Silt in the machine: the real metaphor for the Wall Street ‘bailout’

Over the weekend I watched the car-crash interview of Sarah Palin being interviewed by Katie Couric, particularly on the “bailout” of Wall Street. (The video is later. Read me first. No skipping.)

First, I wonder, why is it that people are calling this a bailout? I’d feel confident that’s not what Hank Paulson called it. Bailouts are what sinking ships need. This isn’t so much a sinking ship as machinery gumming up.

That’s what so far nobody seems to have found – a good metaphor for the reason why this money was needed. (Since they’ve now gone ahead and agreed the form, though the Today program had an American pundit saying that popular opinion – expressed through letters and calls to senators and congressfolk – is running at 40-1, 60-1 against it.

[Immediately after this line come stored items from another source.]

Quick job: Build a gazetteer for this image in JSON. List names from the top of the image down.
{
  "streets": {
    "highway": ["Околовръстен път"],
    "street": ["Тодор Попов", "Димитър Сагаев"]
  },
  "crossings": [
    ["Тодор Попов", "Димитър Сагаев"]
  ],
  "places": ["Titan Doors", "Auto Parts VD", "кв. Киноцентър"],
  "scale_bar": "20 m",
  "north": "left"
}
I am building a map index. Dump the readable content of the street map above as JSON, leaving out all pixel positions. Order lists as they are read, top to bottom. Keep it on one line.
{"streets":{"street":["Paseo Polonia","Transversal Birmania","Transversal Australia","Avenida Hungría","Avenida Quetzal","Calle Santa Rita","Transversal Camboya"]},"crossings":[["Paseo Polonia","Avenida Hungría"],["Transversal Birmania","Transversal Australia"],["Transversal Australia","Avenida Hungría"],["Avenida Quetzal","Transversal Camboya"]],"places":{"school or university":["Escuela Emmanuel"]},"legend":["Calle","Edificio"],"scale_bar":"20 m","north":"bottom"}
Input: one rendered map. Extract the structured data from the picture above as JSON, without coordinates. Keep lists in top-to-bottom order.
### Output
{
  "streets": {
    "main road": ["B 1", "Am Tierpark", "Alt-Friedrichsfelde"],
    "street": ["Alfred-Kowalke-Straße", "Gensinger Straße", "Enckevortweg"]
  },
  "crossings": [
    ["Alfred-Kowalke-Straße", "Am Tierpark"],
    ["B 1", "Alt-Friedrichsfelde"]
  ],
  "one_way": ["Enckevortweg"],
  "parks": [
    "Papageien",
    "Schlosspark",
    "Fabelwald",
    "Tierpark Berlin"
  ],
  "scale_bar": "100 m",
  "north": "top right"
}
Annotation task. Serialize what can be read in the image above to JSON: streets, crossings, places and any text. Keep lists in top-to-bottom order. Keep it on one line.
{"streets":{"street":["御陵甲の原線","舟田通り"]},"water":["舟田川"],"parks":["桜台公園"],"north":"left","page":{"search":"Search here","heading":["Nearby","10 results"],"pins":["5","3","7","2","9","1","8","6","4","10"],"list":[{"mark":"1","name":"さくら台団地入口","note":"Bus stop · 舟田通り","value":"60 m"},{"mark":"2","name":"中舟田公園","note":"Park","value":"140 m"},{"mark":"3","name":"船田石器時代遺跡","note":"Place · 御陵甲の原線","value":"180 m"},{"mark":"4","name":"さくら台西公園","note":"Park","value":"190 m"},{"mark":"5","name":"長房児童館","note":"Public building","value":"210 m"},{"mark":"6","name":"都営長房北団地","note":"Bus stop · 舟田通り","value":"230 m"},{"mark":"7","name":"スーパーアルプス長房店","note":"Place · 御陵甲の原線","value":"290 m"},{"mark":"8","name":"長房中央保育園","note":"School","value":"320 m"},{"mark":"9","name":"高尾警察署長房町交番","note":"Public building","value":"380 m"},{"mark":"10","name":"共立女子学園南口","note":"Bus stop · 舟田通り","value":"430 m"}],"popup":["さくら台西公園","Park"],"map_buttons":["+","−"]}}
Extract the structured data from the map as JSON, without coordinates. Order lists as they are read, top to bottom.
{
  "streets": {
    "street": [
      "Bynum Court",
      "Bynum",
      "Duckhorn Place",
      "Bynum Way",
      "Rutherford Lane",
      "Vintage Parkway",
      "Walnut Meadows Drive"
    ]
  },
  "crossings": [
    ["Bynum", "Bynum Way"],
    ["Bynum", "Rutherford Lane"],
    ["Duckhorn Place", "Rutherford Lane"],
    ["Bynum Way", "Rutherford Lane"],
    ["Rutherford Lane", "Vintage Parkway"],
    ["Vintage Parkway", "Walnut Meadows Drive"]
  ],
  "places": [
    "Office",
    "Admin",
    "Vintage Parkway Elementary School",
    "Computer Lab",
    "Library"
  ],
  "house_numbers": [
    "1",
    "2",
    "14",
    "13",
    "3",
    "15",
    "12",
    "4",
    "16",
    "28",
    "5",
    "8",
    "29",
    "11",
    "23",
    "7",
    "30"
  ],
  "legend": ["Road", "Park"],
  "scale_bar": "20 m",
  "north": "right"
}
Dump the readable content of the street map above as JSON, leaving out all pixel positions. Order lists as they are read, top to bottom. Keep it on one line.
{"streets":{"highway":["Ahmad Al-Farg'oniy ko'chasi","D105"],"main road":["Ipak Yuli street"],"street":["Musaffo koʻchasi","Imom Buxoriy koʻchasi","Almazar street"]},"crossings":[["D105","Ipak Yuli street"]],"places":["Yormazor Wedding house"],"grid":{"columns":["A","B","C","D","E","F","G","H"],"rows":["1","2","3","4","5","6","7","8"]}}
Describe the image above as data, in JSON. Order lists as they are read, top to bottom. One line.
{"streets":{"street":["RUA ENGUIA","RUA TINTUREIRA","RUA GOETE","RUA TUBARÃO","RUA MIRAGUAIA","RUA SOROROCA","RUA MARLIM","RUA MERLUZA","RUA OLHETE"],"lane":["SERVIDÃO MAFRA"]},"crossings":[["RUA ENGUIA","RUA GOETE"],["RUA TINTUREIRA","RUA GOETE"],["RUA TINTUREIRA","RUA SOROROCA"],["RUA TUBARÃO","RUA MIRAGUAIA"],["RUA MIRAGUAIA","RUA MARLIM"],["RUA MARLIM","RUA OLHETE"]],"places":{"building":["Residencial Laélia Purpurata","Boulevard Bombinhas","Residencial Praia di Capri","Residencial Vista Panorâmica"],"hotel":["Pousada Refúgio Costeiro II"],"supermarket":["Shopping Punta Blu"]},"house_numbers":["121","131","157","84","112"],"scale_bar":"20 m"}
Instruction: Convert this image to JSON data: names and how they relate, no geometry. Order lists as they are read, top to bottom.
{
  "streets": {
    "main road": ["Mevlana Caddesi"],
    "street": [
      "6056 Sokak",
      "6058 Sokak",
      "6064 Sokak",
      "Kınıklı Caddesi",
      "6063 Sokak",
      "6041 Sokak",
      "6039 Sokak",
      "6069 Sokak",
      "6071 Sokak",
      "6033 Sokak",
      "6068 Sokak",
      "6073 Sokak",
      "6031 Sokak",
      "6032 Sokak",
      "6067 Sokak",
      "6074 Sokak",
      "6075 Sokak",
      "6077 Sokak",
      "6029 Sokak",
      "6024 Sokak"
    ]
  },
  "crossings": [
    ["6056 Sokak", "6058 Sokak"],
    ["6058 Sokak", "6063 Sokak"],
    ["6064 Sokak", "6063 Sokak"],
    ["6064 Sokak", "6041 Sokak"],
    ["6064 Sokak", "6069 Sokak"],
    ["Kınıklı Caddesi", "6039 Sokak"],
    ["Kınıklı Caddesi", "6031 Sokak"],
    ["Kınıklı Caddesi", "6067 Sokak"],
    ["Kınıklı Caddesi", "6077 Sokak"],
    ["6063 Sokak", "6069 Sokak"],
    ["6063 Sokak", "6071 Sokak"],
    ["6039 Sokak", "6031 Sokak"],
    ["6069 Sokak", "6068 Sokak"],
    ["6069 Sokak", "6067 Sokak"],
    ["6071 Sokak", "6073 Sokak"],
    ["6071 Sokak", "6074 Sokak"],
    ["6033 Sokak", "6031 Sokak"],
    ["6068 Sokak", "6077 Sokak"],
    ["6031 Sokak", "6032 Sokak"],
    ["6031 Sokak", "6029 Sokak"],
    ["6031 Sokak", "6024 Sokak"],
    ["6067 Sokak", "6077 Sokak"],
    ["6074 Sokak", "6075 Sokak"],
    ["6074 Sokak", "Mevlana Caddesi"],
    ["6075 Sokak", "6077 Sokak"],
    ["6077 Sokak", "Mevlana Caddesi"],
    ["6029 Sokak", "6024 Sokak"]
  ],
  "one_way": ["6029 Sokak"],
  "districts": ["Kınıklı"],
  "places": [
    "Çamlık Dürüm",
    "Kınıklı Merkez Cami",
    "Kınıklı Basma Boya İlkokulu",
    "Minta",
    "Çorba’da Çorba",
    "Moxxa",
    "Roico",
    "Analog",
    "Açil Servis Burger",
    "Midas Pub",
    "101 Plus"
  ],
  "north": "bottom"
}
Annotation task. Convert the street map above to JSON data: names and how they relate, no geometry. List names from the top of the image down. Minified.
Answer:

OK, so I thought about it for five minutes to try to find the metaphor for what’s going on. Here’s what you should say if you’re a presidential or vice-presidential candidate. Though obviously if you do, you’ll be nicking it from me, with all that implies.

Think of Wall Street and those companies are running a giant machine. It needs oil; but they put oil in, turn the handle, and out comes money which they can lend you so you can buy a house. There are lots of places you can put the oil in.

One day some folk came up with a formula for the oil which had a Special Ingredient. It generated more money for the same amount of oil. Fantastic! Everyone started taking advantage to lend more money out.

Then they discovered – around April 2007 – that there was a bit of a drawback to the oil. It turns to silt. Which meant that you turn the handle, and far less comes out. Pretty soon the whole machine is silted up. What Hank Paulson is proposing is to drain the machine of silt, and spend $700bn on real, proper, known-to-work oil so that the machine can get back to normal. It won’t be able to generate money at the speed that it did in those glory years – but that was false, because that was running on the silted oil. The $700bn is required to drain the sump.

But why, you say, should we reward these Wall Street people for failure? Well, hang on here – what we’re fixing is the machine. We’re not saying that you reward the operators who happily poured the new formula oil in without first checking what its long-term effects would be. They’ve got some serious explaining to do.

OK? Got that? That’s how you would explain it, I hope, to an American prime-time TV audience. And that’s by me, just thinking while driving to the station – took about two minutes. Yes, you can argue some of the particulars, but silt in the machine is the clearest way to understand that you’re not “bailing out” the bosses, you’re bailing out (if you must) the machine that ultimately funds the businesses you work for and buy from and lend from.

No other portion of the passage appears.